▸ RECORDS FOR THE EXERCISE
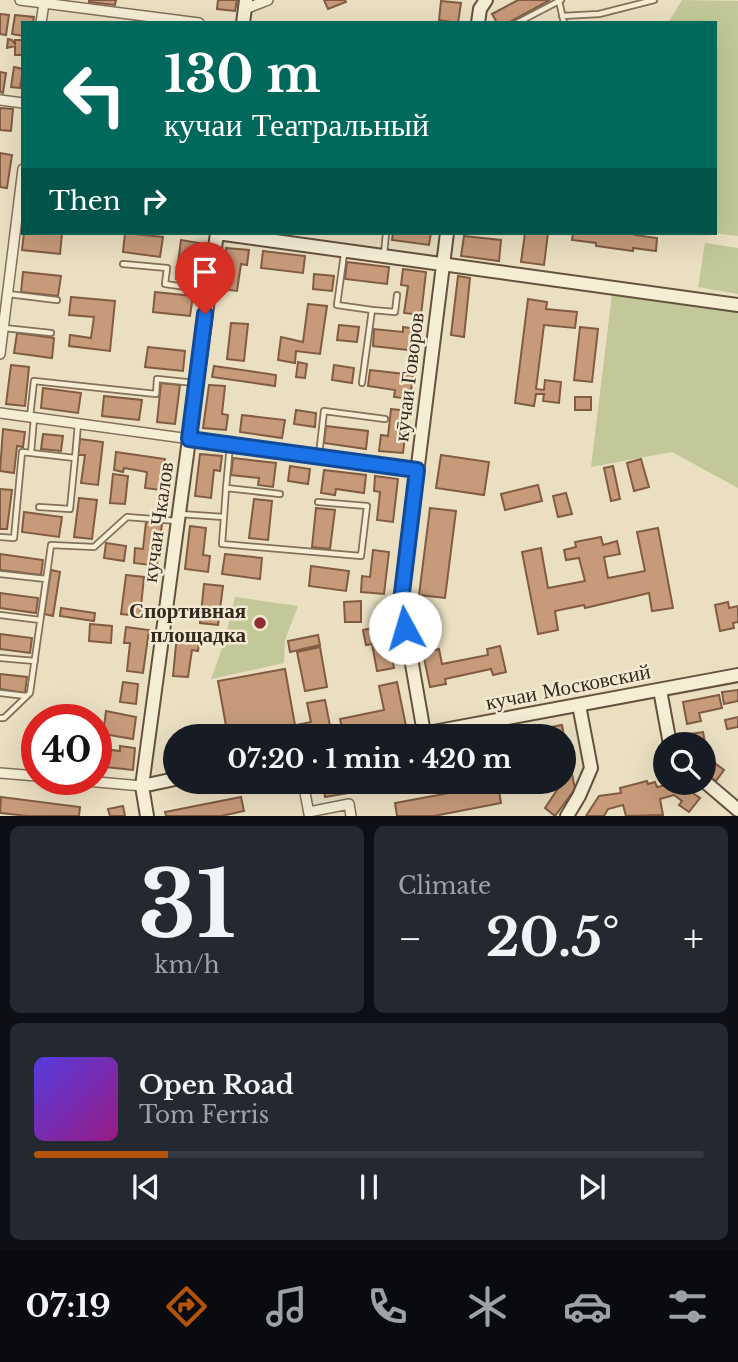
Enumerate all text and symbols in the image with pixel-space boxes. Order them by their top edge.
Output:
text: 130 m [164,44,321,105]
icon: left [49,49,140,140]
text: кучаи Театральный [164,105,429,145]
icon: right [135,182,173,220]
text: Then [49,185,121,217]
pin [175,242,235,314]
icon: arrive [186,253,224,291]
street label: кӯчаи Говоров [388,311,430,443]
street label: кучаи Чкалов [137,460,179,584]
position arrow [368,591,442,665]
place label: Спортивная площадка [129,598,246,648]
marker: Спортивная площадка [252,615,268,631]
street label: кучаи Московский [483,658,653,716]
speed limit sign: 40 [21,704,112,795]
map controls [653,732,716,795]
button: search [653,732,716,795]
text: 07:20 · 1 min · 420 m [227,743,512,775]
text: 31 [138,849,236,962]
text: Climate [398,872,491,900]
text: 20.5° [486,906,620,970]
text: − [398,915,422,962]
text: + [683,915,704,962]
text: km/h [154,951,220,979]
text: Open Road [139,1069,294,1101]
text: Tom Ferris [139,1101,269,1129]
icon: previous [127,1168,165,1206]
icon: pause [350,1168,388,1206]
icon: next [573,1168,611,1206]
icon: directions [162,1282,211,1331]
icon: music [262,1282,311,1331]
icon: phone [363,1282,412,1331]
icon: climate [463,1282,512,1331]
icon: car [563,1282,612,1331]
icon: filters [663,1282,712,1331]
text: 07:19 [26,1286,111,1326]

▸ TASK DETAILS
The pictures stay out; everything else in the records above must be repeated exactly.

▸ ANSWER AREA
Enumerate all text and symbols in the image with pixel-space boxes. Order them by their top edge.
Output:
text: 130 m [164,44,321,105]
icon: left [49,49,140,140]
text: кучаи Театральный [164,105,429,145]
icon: right [135,182,173,220]
text: Then [49,185,121,217]
pin [175,242,235,314]
icon: arrive [186,253,224,291]
street label: кӯчаи Говоров [388,311,430,443]
street label: кучаи Чкалов [137,460,179,584]
position arrow [368,591,442,665]
place label: Спортивная площадка [129,598,246,648]
marker: Спортивная площадка [252,615,268,631]
street label: кучаи Московский [483,658,653,716]
speed limit sign: 40 [21,704,112,795]
map controls [653,732,716,795]
button: search [653,732,716,795]
text: 07:20 · 1 min · 420 m [227,743,512,775]
text: 31 [138,849,236,962]
text: Climate [398,872,491,900]
text: 20.5° [486,906,620,970]
text: − [398,915,422,962]
text: + [683,915,704,962]
text: km/h [154,951,220,979]
text: Open Road [139,1069,294,1101]
text: Tom Ferris [139,1101,269,1129]
icon: previous [127,1168,165,1206]
icon: pause [350,1168,388,1206]
icon: next [573,1168,611,1206]
icon: directions [162,1282,211,1331]
icon: music [262,1282,311,1331]
icon: phone [363,1282,412,1331]
icon: climate [463,1282,512,1331]
icon: car [563,1282,612,1331]
icon: filters [663,1282,712,1331]
text: 07:19 [26,1286,111,1326]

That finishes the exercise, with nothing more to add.